### ACTION ITEM:
The answer must consist of every line below that holds the word "bottom".

(Saved entries)
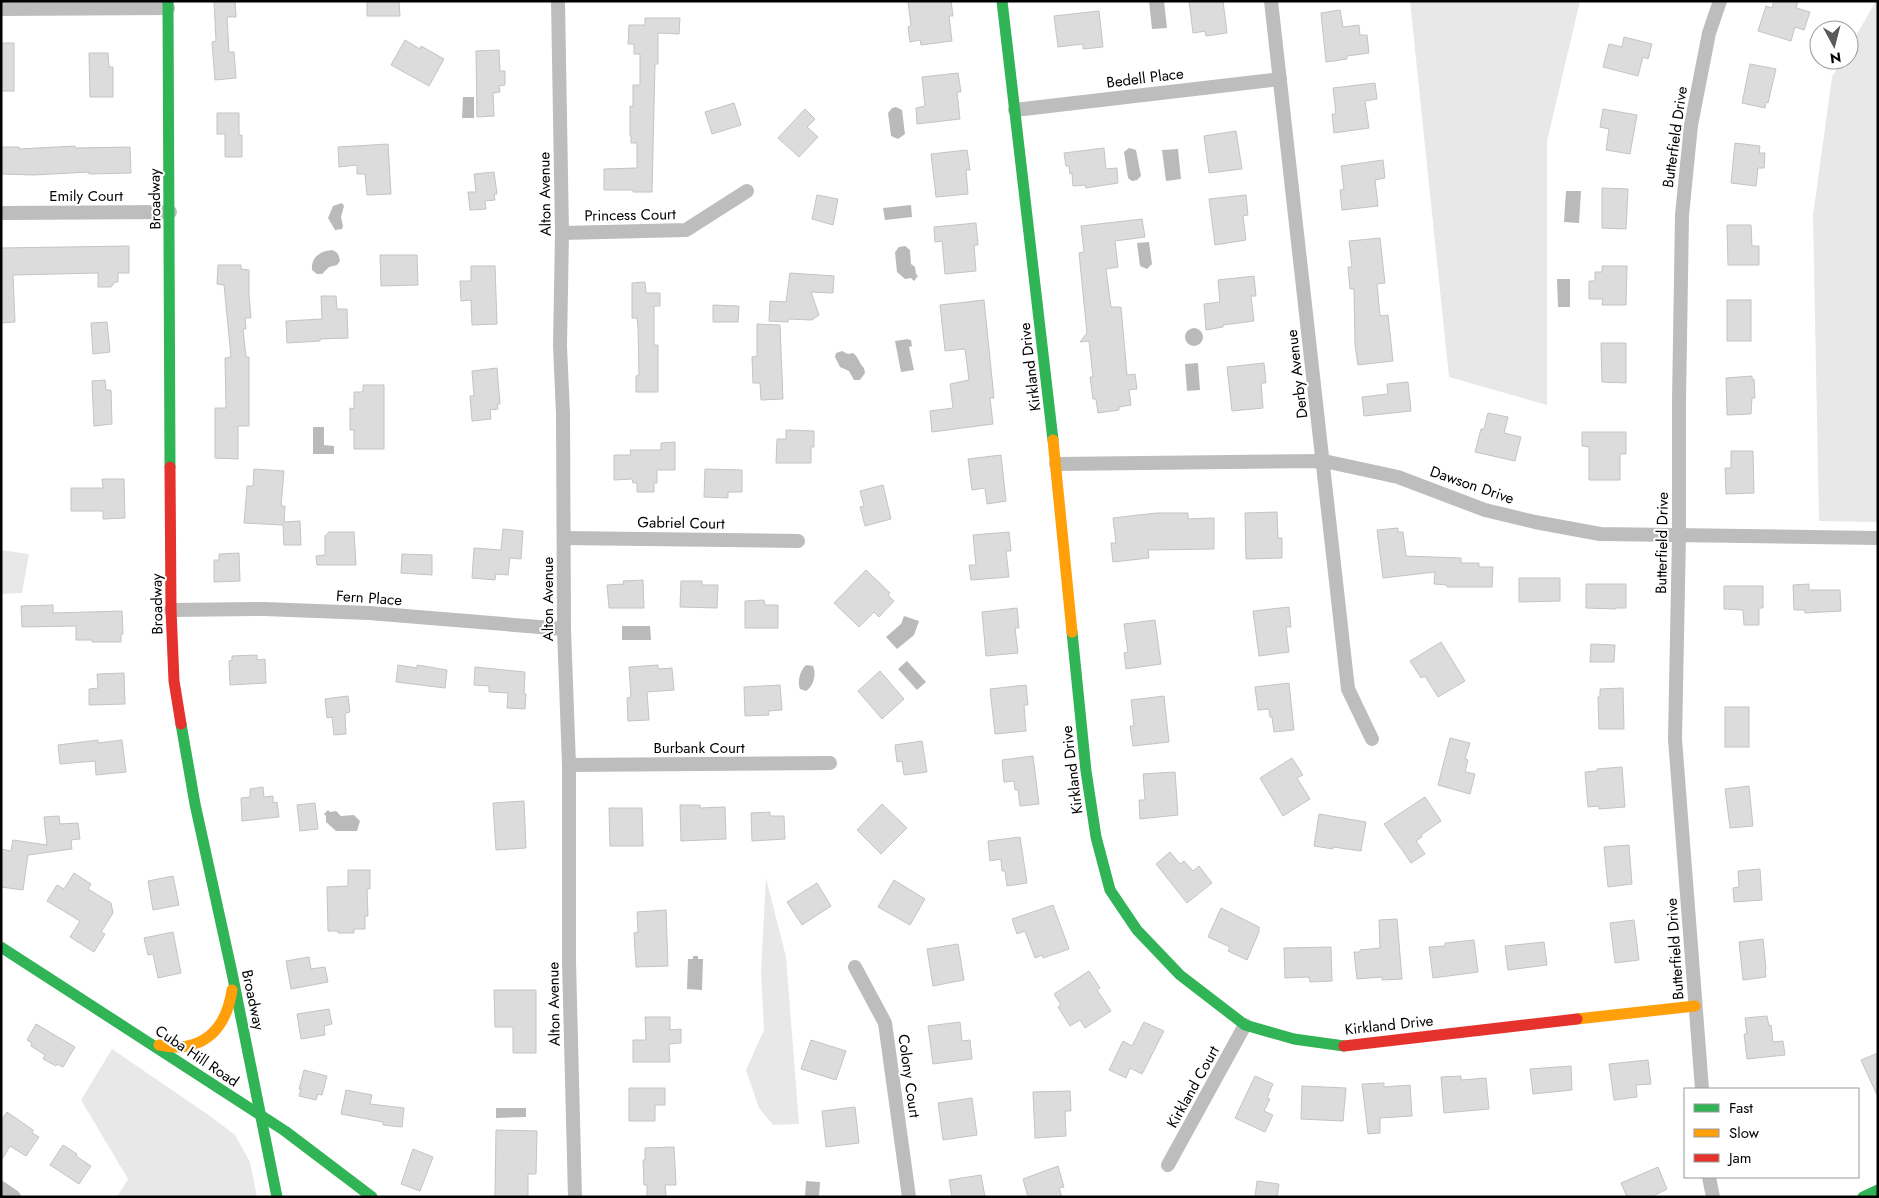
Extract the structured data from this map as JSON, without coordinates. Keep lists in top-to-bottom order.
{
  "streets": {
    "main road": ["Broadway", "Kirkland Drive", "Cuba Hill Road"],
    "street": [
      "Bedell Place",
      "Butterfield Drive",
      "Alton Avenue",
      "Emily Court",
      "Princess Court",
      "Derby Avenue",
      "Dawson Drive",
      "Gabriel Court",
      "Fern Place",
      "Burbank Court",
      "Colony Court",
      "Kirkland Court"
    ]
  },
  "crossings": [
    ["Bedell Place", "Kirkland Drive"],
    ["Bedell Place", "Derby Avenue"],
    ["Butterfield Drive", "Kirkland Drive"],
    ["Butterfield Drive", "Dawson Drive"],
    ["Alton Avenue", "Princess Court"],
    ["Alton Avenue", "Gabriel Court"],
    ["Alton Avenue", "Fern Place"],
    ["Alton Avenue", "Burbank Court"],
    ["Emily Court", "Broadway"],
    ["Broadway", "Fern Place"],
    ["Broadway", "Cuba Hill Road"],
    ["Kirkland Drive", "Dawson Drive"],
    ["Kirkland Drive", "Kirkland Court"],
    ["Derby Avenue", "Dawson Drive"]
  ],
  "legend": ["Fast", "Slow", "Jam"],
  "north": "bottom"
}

==

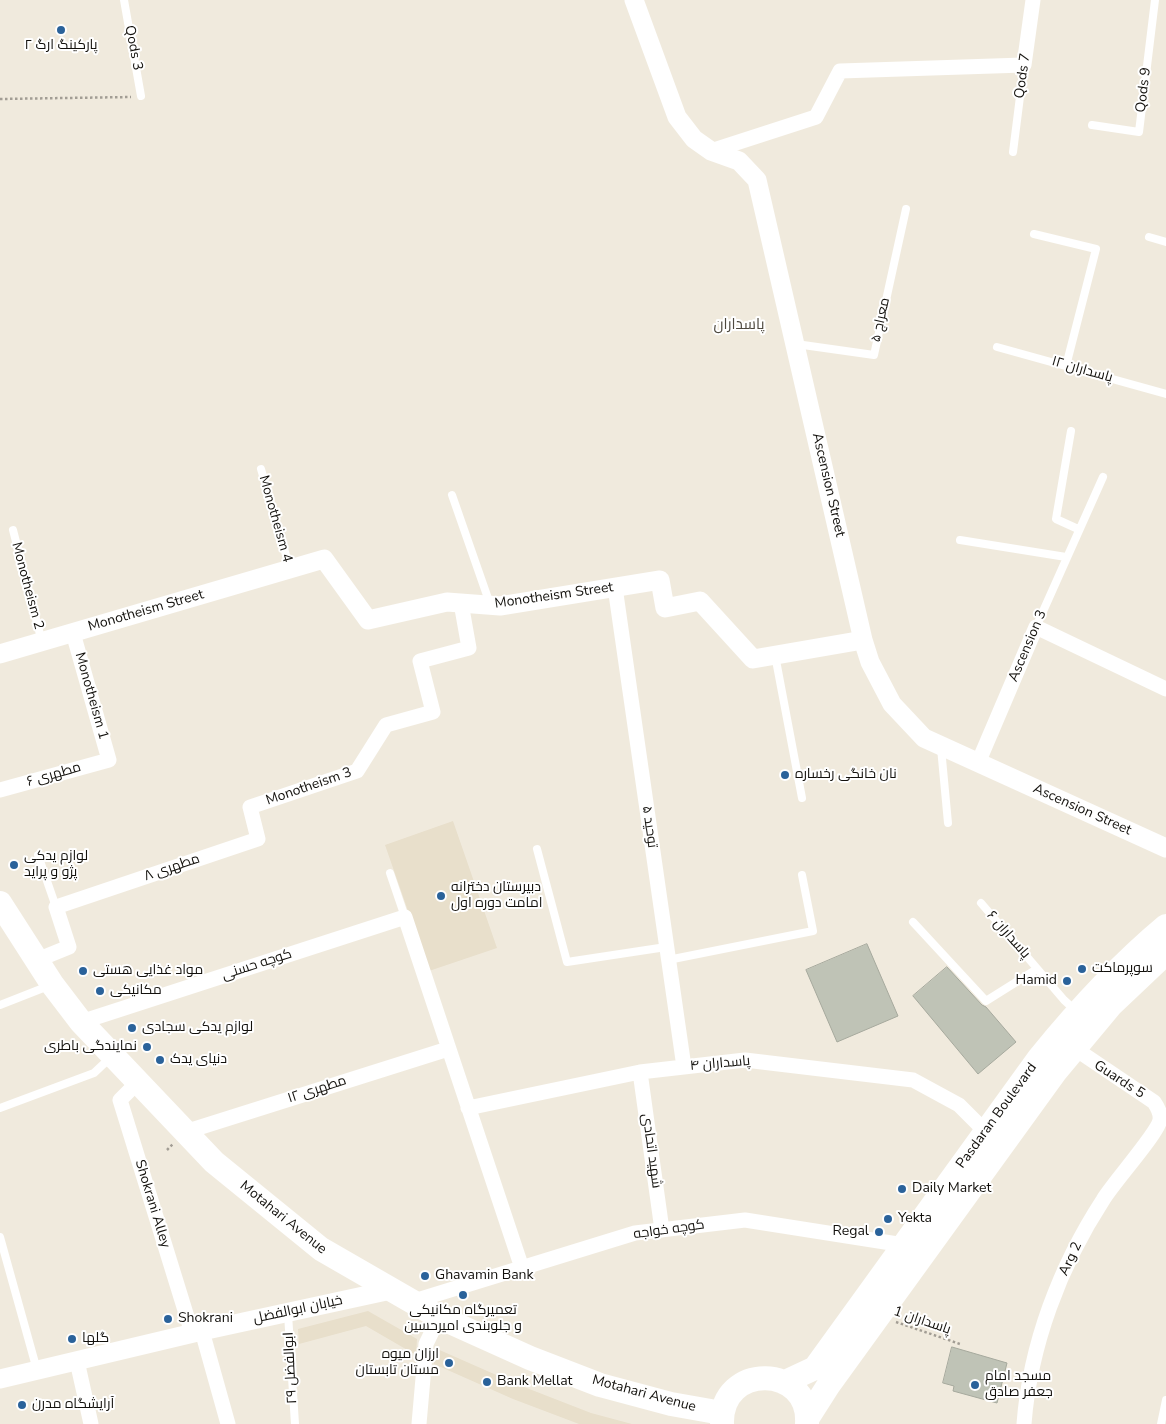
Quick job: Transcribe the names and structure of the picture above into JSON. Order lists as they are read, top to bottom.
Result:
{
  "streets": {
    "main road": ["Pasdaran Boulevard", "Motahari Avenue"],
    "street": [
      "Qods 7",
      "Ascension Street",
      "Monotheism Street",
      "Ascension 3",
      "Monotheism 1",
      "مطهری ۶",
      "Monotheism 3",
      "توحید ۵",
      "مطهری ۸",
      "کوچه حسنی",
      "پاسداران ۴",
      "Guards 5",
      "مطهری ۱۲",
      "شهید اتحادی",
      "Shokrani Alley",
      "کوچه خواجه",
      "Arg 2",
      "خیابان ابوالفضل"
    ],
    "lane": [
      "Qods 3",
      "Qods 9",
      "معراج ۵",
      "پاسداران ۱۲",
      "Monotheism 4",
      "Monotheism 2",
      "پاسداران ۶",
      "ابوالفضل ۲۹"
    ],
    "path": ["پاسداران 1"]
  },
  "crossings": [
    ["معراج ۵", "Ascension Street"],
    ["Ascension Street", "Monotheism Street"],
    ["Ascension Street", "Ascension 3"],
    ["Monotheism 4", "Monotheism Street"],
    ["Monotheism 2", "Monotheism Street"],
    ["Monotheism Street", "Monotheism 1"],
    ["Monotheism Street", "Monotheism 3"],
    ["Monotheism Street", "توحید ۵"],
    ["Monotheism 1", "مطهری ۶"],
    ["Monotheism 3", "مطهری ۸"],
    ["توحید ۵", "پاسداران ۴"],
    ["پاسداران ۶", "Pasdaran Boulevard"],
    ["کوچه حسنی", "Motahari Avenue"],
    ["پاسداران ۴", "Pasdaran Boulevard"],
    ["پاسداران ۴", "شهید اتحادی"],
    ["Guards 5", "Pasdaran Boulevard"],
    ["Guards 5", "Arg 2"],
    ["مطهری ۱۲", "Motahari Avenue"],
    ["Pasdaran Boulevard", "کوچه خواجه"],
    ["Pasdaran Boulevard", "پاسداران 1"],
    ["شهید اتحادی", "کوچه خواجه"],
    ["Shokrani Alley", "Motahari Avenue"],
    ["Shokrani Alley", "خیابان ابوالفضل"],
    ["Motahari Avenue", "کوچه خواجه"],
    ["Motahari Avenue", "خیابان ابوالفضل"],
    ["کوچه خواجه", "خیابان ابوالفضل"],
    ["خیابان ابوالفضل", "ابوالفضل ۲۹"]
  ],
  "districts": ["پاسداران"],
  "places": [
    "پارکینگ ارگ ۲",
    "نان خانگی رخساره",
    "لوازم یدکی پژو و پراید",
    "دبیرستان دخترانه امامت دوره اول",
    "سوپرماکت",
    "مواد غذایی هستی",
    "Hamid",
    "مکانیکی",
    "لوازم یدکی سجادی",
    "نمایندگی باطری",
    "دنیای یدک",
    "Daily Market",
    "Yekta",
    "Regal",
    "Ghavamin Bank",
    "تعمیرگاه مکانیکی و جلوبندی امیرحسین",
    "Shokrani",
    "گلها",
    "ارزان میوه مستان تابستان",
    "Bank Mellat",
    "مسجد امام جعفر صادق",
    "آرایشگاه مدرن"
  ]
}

### ANSWER TO THIS EXERCISE:
Extract the structured data from this map as JSON, without coordinates. Keep lists in top-to-bottom order.
  "north": "bottom"
Quick job: Transcribe the names and structure of the picture above into JSON. Order lists as they are read, top to bottom.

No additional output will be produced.